Entries taken from a collection
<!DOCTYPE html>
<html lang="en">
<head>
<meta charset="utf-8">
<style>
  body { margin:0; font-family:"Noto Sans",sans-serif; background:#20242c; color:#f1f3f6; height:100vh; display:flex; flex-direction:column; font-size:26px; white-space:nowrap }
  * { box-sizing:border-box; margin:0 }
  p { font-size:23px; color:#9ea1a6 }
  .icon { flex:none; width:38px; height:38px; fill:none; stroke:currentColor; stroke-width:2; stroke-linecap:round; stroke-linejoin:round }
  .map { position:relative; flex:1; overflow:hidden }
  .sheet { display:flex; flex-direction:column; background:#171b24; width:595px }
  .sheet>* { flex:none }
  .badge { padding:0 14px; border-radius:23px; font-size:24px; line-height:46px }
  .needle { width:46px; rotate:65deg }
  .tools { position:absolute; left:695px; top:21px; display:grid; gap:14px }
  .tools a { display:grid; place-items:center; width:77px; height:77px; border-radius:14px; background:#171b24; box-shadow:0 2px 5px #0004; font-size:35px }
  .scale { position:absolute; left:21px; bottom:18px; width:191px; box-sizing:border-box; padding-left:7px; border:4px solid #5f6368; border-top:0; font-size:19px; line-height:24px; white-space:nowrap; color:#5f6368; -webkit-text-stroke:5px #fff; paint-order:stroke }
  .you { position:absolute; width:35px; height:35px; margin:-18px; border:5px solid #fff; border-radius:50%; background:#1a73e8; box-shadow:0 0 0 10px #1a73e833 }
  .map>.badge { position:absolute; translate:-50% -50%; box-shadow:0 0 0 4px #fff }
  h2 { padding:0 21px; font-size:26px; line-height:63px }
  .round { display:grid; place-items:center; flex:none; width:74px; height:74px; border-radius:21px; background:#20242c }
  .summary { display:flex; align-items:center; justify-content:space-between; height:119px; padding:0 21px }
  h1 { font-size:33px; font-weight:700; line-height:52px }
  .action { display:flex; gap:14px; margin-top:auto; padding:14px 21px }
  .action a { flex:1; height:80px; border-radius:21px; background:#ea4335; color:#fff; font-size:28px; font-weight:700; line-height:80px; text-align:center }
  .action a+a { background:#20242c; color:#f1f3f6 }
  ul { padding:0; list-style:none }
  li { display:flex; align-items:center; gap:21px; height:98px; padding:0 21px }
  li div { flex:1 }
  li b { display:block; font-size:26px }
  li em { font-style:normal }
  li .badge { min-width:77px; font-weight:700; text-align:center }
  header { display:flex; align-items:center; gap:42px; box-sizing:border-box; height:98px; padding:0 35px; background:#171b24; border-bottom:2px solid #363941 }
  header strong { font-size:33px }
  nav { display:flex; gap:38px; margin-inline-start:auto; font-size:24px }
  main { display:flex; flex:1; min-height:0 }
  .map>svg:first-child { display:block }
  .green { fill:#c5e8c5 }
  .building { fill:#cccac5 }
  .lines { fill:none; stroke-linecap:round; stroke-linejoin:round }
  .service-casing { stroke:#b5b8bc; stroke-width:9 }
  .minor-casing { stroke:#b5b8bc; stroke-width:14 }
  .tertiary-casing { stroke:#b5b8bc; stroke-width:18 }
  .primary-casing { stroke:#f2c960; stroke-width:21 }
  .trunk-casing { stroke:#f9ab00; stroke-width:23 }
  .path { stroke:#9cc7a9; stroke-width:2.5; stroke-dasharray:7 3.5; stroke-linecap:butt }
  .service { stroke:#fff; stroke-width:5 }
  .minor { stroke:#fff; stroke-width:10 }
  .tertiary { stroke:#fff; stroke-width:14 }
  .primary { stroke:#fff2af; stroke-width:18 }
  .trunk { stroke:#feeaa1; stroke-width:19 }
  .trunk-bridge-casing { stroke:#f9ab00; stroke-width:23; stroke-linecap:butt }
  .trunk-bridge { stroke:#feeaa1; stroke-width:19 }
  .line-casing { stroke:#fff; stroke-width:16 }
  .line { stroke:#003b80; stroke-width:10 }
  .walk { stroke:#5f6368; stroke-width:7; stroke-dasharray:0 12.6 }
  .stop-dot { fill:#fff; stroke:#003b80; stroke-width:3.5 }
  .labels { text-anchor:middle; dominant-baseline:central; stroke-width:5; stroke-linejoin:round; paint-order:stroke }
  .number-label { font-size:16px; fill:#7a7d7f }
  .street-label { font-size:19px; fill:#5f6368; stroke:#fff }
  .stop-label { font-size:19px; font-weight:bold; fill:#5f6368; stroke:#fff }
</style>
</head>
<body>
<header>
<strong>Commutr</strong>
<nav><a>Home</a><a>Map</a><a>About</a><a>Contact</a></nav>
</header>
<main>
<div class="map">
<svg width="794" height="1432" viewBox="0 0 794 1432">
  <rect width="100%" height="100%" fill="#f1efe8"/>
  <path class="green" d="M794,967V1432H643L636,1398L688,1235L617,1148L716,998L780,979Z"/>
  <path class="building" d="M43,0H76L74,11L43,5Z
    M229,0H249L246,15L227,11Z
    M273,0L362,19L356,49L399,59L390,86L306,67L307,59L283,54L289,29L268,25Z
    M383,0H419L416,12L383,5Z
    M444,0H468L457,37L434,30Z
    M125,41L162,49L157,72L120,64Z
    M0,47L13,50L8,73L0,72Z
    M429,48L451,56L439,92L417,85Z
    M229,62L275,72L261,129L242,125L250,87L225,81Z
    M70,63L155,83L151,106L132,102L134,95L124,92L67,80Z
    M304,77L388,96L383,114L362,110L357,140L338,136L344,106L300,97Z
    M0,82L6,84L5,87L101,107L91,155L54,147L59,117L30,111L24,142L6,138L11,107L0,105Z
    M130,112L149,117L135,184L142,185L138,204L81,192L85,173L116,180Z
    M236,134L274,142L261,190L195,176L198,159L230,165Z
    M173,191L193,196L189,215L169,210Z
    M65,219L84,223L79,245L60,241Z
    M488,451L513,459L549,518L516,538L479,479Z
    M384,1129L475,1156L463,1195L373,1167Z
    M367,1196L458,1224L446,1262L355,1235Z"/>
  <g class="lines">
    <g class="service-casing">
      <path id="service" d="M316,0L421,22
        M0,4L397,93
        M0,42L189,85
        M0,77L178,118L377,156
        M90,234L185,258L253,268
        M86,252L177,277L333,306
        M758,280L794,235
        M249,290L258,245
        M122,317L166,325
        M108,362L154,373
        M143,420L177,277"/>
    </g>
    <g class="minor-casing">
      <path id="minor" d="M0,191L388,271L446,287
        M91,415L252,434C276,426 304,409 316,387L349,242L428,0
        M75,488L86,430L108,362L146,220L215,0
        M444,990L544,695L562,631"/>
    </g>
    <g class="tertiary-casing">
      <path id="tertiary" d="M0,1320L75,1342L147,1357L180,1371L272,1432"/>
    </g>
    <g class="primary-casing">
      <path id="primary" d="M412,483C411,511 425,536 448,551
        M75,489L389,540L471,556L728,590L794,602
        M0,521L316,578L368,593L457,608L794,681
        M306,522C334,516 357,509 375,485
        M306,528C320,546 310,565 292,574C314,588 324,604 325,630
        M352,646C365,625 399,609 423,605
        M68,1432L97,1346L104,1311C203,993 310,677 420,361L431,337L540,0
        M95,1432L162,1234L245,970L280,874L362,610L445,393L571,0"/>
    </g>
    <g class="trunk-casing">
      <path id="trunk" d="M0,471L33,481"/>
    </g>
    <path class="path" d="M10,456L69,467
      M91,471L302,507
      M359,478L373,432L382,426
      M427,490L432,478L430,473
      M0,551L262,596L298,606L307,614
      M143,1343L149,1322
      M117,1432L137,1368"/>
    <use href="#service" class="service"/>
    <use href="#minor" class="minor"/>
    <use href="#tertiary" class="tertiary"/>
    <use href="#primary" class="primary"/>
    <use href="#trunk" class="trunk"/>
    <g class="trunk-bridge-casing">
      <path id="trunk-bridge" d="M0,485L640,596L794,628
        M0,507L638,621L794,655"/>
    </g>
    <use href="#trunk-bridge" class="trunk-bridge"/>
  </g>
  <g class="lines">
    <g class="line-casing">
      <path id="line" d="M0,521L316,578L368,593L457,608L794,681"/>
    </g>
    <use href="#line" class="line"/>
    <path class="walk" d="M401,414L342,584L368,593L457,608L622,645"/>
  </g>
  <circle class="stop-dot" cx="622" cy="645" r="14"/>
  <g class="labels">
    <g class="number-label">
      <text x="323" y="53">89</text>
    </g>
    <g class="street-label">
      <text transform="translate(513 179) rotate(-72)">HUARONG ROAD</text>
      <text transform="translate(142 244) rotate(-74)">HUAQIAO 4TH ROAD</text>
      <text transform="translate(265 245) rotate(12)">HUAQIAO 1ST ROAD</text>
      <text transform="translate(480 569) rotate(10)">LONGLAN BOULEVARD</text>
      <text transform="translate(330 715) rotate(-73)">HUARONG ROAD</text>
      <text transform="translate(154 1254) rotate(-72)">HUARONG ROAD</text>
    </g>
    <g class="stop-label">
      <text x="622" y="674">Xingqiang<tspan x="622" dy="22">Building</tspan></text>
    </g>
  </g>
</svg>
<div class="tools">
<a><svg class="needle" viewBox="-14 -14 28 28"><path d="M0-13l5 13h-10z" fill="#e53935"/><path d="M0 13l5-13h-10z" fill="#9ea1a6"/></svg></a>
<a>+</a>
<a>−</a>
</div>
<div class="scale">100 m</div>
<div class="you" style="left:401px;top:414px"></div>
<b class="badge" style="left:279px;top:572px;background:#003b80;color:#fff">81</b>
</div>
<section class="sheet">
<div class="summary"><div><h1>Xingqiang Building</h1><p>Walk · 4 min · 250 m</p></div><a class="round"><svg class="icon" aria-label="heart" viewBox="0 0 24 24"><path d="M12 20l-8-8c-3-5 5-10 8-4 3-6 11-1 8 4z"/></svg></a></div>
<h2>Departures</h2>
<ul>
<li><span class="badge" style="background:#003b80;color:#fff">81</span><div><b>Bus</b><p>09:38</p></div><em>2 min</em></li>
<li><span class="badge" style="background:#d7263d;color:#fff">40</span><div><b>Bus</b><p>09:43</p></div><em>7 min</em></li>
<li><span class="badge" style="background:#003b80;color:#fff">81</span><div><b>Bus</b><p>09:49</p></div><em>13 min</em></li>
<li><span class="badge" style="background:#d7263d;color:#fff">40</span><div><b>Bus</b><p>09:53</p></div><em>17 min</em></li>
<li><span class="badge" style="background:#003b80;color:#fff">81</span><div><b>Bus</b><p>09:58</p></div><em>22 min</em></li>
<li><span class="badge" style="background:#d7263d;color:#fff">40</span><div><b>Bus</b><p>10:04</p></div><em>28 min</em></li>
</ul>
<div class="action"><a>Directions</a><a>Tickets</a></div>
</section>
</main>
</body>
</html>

---

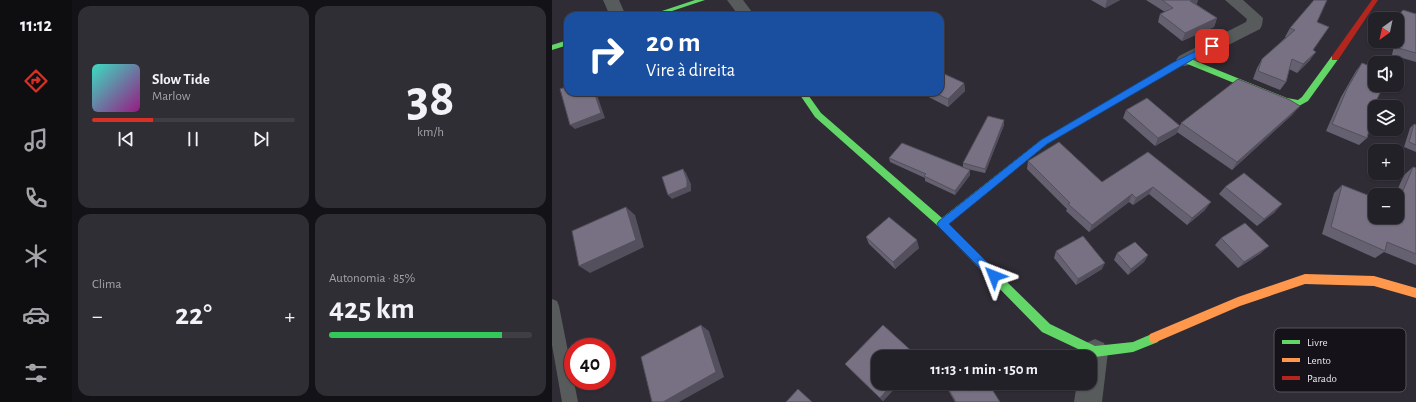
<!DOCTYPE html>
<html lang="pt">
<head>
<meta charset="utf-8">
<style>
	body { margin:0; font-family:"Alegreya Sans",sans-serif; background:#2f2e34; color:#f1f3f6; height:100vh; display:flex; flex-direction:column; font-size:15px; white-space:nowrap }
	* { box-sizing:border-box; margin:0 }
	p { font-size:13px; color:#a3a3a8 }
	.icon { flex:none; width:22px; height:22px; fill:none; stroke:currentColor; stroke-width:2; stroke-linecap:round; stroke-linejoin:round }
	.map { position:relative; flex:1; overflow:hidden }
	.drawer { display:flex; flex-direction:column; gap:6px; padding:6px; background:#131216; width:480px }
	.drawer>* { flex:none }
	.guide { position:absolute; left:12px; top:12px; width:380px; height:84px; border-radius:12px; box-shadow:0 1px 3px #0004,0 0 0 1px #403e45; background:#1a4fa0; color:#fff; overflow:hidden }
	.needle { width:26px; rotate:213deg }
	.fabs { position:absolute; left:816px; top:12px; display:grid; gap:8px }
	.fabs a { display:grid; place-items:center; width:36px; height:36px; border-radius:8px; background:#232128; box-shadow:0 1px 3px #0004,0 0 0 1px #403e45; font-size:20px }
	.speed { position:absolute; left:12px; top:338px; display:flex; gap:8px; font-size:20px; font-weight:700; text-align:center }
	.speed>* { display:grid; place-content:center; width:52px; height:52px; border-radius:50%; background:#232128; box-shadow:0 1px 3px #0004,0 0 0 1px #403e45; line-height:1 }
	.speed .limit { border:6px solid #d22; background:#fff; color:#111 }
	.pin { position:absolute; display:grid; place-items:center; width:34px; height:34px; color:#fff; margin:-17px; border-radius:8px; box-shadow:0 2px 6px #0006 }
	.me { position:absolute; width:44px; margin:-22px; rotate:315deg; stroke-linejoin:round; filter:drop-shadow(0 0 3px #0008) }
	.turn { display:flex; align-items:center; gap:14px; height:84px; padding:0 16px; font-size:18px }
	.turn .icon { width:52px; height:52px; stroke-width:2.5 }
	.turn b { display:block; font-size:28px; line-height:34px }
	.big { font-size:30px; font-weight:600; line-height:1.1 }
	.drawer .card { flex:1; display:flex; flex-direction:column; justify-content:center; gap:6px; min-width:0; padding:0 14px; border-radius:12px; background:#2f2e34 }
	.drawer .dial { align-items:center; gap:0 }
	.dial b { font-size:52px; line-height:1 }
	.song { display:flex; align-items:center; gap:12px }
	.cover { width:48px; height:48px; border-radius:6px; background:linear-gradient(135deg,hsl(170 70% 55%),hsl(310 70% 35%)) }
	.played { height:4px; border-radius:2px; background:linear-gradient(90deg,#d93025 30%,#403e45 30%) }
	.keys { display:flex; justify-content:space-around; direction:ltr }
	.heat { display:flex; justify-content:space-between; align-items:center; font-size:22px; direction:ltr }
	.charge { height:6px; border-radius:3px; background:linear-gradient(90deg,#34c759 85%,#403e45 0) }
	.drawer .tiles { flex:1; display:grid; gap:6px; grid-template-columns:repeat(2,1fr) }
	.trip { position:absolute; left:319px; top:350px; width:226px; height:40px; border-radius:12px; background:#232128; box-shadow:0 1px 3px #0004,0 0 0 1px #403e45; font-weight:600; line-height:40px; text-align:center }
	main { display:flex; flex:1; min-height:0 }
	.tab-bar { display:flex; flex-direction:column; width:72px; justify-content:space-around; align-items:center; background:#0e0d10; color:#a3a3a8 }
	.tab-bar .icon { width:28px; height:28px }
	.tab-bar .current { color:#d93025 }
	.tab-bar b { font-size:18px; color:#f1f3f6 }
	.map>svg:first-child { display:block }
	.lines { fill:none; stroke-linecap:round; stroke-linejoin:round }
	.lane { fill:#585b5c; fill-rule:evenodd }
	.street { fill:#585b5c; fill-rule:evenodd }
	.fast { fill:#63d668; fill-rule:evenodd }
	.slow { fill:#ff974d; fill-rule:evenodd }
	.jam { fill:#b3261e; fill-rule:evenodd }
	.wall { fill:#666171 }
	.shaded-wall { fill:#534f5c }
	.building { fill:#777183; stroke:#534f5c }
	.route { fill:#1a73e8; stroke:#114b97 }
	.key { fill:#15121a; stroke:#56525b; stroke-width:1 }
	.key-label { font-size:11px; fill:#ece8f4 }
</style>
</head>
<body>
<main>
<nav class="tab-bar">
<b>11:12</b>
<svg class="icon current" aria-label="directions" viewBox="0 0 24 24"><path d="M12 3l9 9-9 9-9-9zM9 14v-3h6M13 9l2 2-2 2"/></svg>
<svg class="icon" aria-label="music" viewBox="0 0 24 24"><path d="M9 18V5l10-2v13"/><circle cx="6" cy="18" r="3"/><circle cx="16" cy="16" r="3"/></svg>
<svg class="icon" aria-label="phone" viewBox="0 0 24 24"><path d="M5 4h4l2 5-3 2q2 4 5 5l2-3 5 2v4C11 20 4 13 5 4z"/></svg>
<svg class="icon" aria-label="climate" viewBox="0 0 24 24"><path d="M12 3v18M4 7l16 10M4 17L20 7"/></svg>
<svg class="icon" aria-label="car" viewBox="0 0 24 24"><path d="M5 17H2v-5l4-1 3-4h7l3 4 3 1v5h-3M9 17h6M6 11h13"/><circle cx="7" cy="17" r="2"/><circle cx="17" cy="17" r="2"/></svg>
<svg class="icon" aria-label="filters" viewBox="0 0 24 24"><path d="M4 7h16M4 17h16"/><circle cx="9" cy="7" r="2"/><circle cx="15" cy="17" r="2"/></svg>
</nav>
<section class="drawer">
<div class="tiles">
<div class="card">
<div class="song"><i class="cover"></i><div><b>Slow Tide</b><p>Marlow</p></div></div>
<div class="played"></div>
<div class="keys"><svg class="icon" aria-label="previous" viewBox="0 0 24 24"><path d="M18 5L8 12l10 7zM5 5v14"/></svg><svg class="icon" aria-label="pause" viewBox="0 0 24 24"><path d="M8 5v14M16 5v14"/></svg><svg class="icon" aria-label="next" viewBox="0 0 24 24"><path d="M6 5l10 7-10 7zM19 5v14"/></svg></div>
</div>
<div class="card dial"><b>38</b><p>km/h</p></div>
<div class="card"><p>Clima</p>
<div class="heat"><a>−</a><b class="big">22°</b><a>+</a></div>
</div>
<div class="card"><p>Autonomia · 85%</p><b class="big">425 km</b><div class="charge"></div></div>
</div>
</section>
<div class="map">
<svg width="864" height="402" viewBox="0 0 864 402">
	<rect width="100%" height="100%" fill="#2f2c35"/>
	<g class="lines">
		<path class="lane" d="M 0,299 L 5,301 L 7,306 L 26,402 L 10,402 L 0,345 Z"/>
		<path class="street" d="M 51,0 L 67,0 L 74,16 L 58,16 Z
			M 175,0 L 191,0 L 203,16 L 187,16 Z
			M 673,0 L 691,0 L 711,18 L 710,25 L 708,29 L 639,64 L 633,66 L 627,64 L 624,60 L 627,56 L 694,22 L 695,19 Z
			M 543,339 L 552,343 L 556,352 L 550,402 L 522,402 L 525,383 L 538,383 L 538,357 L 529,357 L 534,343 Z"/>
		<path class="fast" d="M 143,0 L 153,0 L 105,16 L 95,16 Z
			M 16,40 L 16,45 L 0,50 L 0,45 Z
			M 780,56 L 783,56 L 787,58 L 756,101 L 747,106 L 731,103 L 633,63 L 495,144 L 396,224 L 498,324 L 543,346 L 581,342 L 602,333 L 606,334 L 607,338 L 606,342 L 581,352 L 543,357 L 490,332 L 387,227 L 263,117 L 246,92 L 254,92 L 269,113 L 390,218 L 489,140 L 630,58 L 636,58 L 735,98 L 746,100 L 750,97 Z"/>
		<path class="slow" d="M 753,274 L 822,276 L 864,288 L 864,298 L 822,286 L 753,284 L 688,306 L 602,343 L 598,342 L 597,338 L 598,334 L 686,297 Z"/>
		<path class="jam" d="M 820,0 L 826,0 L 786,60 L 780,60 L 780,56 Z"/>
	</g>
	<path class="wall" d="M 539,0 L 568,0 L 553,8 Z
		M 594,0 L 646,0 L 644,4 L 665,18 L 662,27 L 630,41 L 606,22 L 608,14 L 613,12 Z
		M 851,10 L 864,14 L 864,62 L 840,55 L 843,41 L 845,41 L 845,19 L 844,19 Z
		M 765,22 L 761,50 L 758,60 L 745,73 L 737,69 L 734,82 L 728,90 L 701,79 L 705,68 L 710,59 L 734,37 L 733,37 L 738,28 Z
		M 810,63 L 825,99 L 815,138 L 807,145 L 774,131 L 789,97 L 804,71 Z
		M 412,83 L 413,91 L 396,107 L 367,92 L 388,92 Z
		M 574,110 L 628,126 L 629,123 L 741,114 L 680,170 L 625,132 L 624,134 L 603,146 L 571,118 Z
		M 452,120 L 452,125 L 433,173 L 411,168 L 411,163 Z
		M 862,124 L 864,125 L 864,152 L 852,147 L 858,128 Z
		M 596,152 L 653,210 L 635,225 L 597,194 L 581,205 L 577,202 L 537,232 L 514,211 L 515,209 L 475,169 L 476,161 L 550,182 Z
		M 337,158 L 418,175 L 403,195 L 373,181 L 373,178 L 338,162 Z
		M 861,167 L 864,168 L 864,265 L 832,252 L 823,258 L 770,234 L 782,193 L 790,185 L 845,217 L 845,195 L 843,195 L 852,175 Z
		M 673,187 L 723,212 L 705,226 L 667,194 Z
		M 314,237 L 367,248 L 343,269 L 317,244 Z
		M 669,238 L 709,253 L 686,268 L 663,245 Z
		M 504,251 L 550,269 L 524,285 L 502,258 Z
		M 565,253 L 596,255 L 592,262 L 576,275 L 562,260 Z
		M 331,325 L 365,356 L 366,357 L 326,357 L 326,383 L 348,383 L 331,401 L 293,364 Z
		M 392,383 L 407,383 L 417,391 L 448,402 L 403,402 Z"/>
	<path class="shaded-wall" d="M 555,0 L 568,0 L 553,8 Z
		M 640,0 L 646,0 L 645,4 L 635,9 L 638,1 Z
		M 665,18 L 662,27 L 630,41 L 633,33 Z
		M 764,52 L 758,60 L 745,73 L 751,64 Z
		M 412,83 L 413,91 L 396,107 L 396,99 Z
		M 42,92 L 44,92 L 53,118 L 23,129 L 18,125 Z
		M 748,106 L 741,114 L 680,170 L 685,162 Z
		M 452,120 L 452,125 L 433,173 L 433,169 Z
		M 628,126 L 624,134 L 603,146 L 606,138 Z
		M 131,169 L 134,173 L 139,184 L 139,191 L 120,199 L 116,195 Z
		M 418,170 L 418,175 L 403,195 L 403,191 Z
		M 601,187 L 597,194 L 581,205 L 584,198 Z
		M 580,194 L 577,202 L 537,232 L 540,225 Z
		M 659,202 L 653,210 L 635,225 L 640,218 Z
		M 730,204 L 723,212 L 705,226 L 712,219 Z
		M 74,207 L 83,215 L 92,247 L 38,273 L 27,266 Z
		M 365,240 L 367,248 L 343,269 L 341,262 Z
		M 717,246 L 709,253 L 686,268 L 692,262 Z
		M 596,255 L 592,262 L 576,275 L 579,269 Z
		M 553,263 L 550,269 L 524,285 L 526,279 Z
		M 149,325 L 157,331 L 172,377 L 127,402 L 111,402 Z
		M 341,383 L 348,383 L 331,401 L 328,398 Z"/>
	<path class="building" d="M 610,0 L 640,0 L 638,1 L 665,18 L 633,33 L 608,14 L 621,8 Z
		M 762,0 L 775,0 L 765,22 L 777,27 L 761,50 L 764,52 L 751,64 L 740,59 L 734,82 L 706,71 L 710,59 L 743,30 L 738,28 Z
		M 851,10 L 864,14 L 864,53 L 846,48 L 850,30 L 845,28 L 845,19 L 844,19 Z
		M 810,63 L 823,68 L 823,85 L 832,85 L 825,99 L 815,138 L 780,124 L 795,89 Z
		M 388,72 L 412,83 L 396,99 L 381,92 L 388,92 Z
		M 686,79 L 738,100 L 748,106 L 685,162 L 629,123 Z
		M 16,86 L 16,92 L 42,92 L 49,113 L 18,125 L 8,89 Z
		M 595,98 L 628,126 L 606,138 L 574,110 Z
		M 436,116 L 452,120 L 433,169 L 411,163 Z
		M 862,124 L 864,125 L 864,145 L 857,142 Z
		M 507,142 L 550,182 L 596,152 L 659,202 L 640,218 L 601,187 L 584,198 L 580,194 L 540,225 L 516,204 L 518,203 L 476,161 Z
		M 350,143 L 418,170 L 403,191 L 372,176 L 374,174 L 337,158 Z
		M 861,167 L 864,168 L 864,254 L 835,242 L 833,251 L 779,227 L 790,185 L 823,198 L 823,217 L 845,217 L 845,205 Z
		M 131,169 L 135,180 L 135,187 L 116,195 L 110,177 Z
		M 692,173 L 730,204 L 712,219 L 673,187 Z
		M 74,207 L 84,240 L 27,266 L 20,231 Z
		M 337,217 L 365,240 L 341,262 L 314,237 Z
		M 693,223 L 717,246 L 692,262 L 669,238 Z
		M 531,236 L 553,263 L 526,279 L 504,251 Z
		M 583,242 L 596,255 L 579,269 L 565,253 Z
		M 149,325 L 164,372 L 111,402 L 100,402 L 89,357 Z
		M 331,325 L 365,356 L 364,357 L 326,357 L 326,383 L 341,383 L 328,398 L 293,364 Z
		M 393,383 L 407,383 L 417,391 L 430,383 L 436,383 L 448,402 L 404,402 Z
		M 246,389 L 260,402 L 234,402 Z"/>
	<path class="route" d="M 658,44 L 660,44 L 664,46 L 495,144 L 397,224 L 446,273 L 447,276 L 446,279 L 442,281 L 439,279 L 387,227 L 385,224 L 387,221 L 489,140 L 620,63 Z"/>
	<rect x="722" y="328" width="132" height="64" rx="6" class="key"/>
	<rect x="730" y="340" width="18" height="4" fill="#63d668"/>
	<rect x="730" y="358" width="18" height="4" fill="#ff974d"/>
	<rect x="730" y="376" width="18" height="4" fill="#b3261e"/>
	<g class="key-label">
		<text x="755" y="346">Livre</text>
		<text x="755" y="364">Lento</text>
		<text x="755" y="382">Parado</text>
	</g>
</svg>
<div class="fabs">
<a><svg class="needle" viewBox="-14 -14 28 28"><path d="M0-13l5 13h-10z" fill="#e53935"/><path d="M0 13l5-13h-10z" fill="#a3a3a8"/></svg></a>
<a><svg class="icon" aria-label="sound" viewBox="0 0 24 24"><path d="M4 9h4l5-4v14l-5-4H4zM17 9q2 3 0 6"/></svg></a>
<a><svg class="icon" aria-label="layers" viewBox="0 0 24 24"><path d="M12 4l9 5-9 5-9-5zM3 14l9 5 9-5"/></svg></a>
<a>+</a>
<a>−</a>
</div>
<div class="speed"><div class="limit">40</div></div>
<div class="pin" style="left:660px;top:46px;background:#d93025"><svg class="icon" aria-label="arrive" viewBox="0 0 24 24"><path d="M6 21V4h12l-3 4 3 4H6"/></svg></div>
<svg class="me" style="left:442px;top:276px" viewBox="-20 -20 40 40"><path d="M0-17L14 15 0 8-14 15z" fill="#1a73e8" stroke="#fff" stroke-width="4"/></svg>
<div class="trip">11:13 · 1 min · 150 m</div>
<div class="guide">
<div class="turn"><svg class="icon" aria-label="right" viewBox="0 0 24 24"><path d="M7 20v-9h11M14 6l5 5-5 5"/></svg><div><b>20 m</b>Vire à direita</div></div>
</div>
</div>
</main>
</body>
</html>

**Your task**
When the string "limit" appears in a line of the records above, that line is to be copied.

**Answer box**
	.speed .limit { border:6px solid #d22; background:#fff; color:#111 }
<div class="speed"><div class="limit">40</div></div>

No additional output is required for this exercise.